The first truly mass-produced vehicles for the transport of a child were introduced in 1840. Like our pushchairs and strollers, they were for the older child who could sit upright. The seats were mounted on three wheels. This design was based on the carriages used to transport the sick and physically disabled. Royal patronage played a considerable part in the popularity of these new ‘perambulators’, as Queen Victoria ordered several of the carriages for her children. But these early versions were not particularly comfortable, and often lacked any kind of brake, or straps to hold the child in.
Reformers such as Pye Henry Chavasse in his book Advice to a Mother (1839) criticised them: “The child, while being borne in the nurse’s arms, reposes on the nurse, warm and supported, as though he were in a nest!
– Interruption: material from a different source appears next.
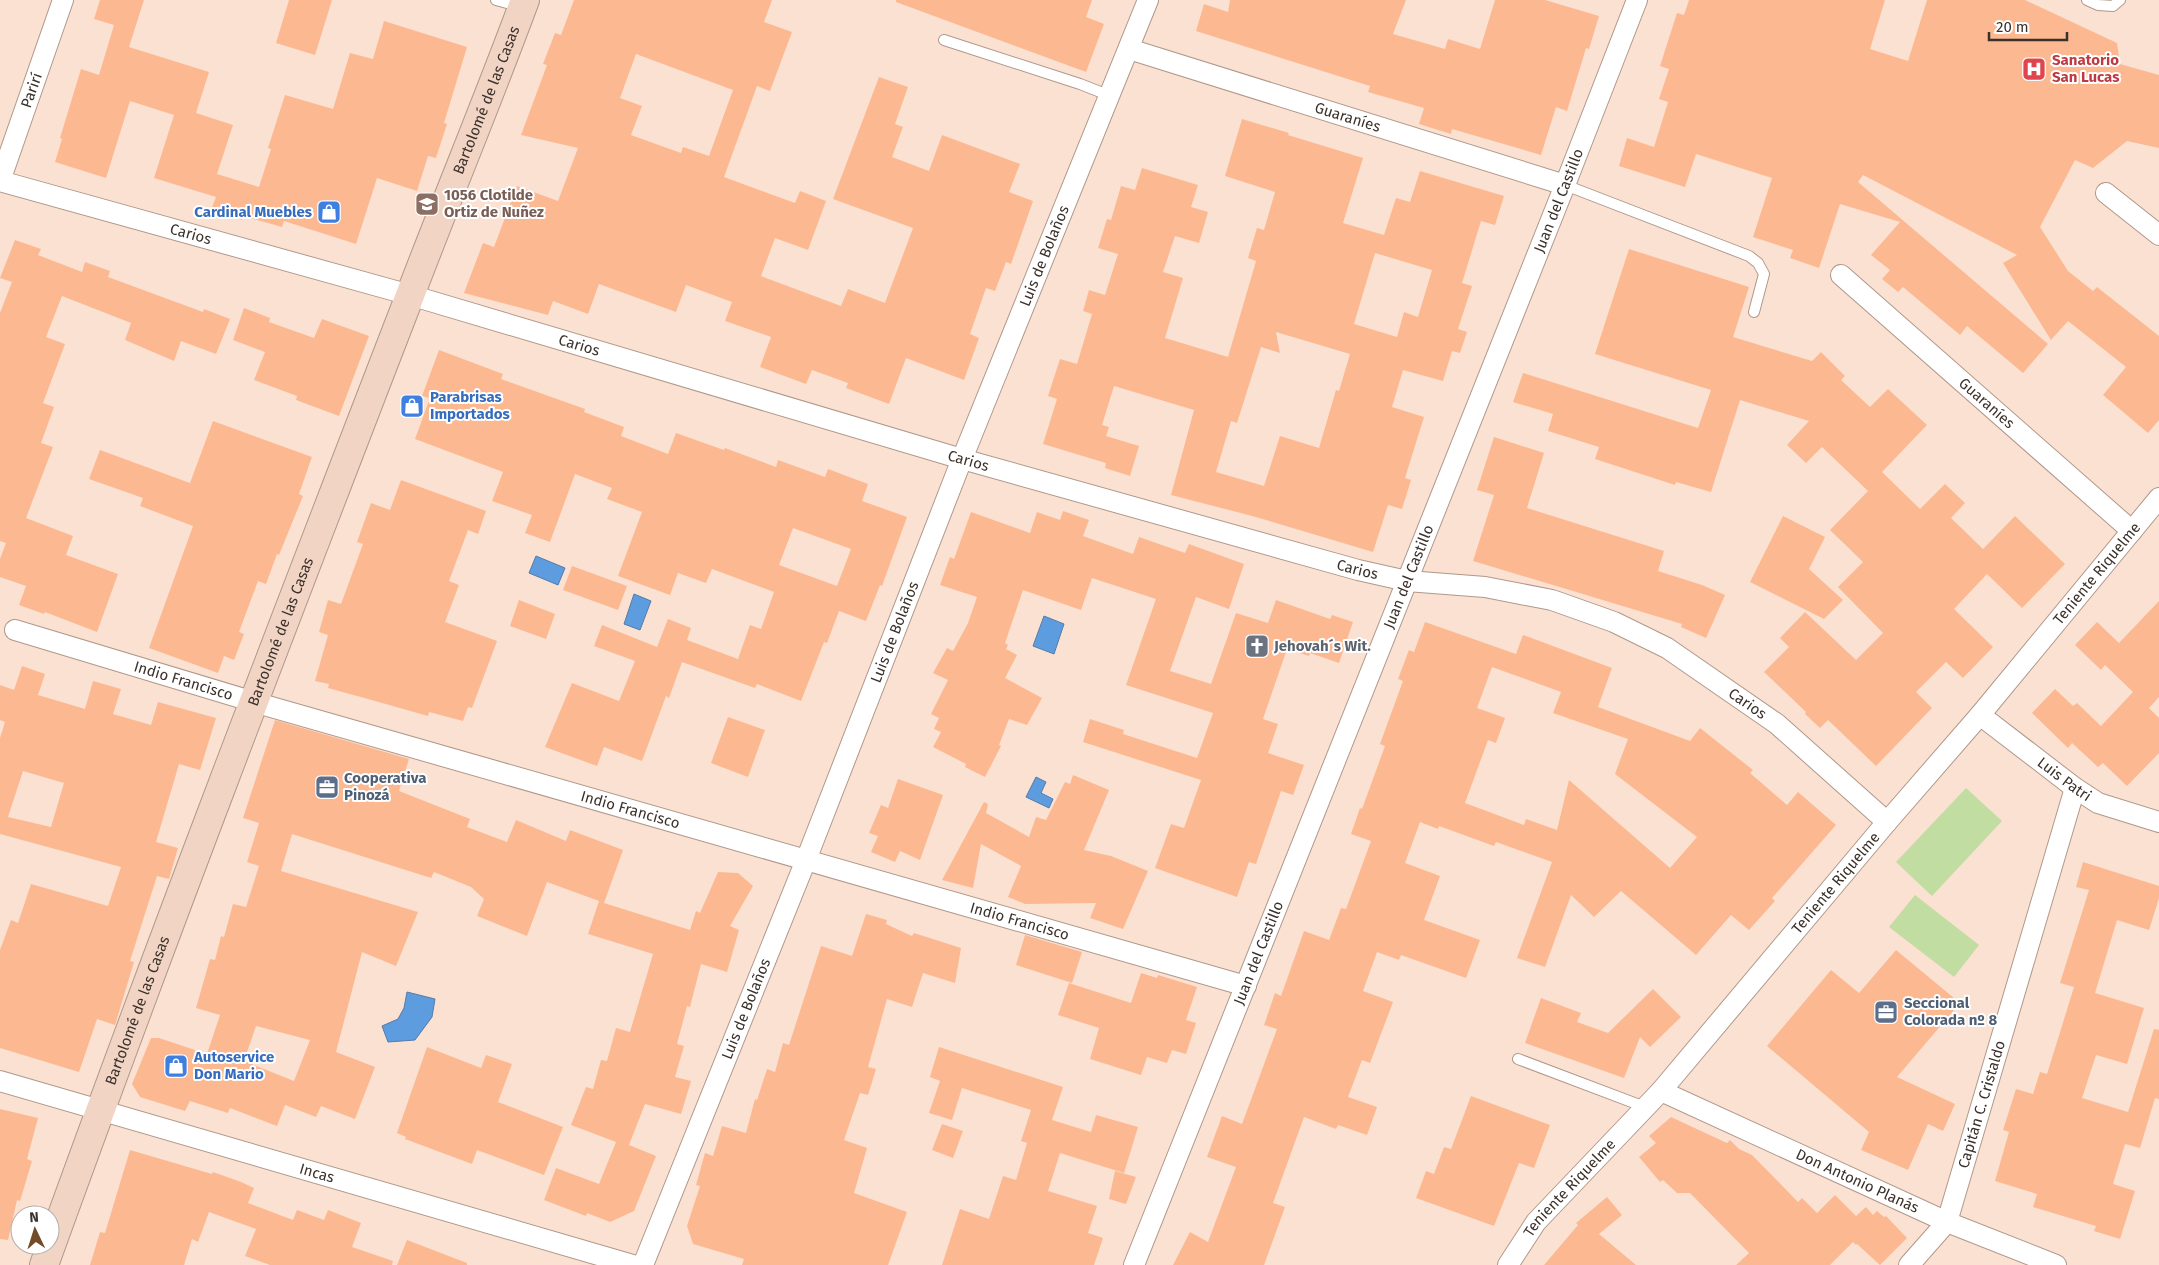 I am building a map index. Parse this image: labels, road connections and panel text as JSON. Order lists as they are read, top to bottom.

While, on the other hand, if he be in a perambulator, he is cold and unsupported, looking the very picture of misery, seeking everywhere for rest and comfort and finding none!” But parents were not convinced. There were recorded instances of carers carrying children in their arms and dropping them, and the streets were often dirty places to take a young walking child.
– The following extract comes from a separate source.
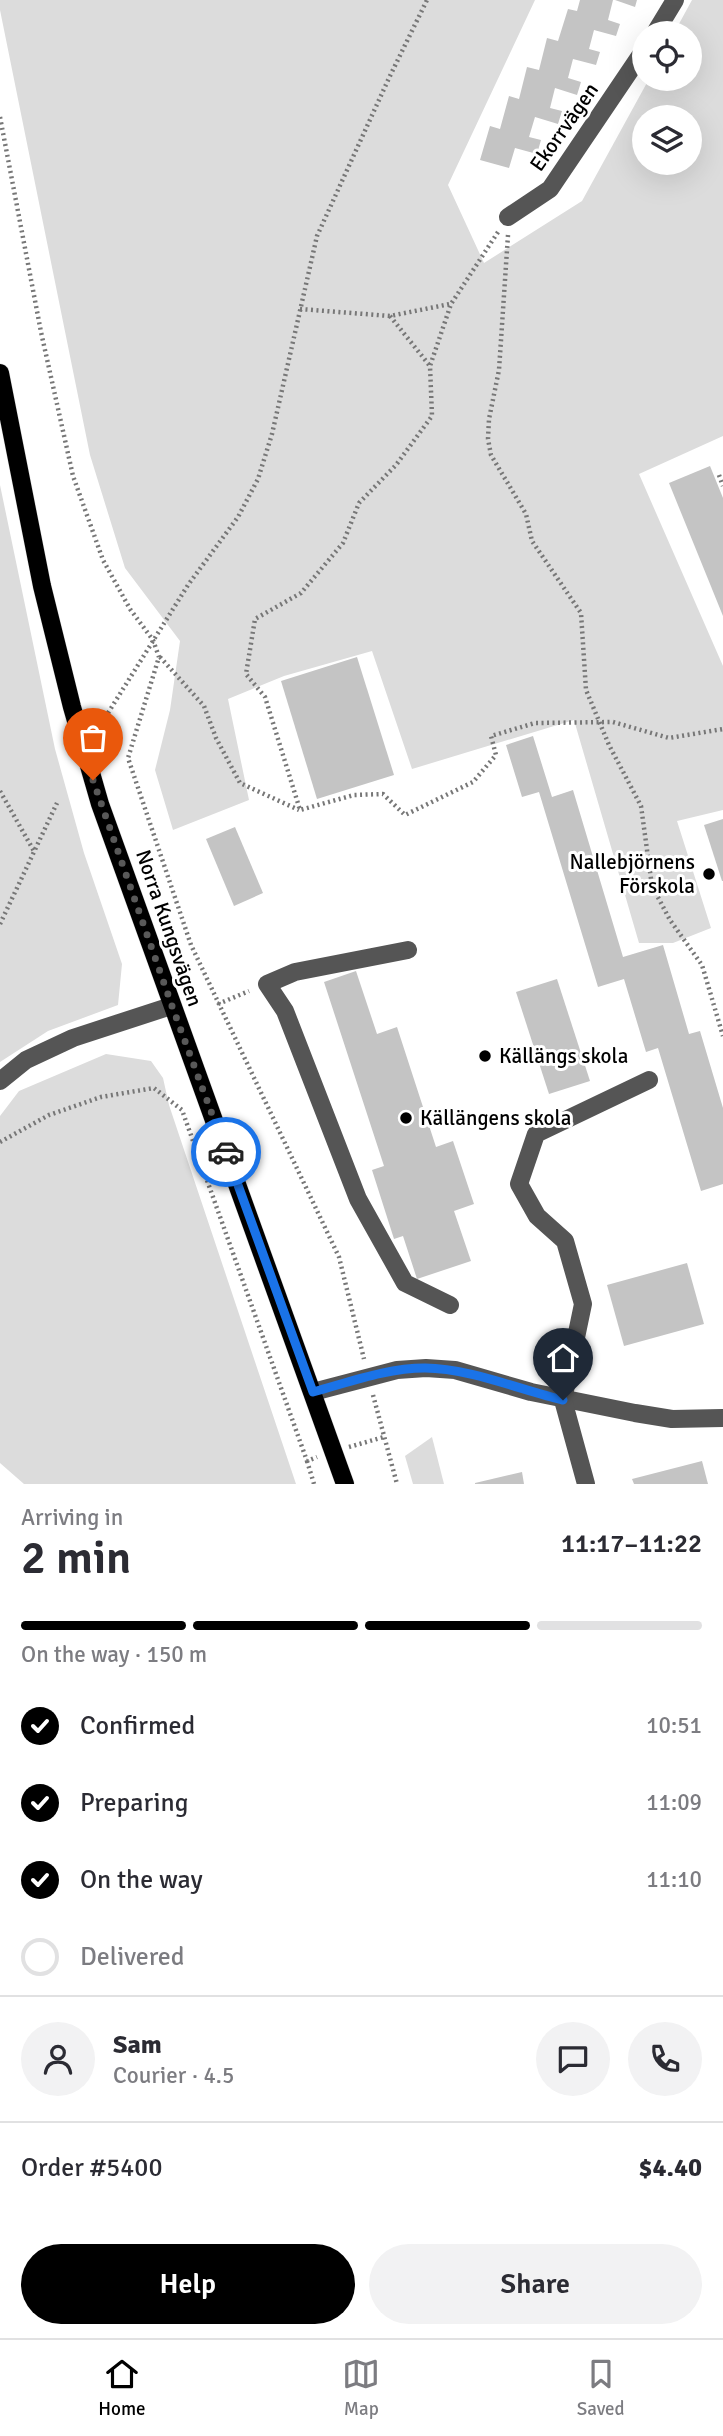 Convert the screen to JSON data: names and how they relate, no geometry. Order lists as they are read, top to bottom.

Perambulators (soon known as ‘prams’ for short) were a great success. But parents continued to want something similar for younger babies who needed to lie flat. During the 1880s two main types were developed. The ‘bassinet’ pram was essentially a baby’s wicker cradle on a wheeled frame. The other type, shown here, was known as a ‘mail cart’. It was based on the handcarts used by Post Office staff for delivering letters and small parcels. One difference is the smaller pair of wheels at the front: they are copied from horse drawn vehicles, and make it easier to move the pram in a small space. Mail cart prams, together with a pull-along version for older children, really caught the public imagination. They were extremely popular for the next few decades, despite problems with steering, instability and safety.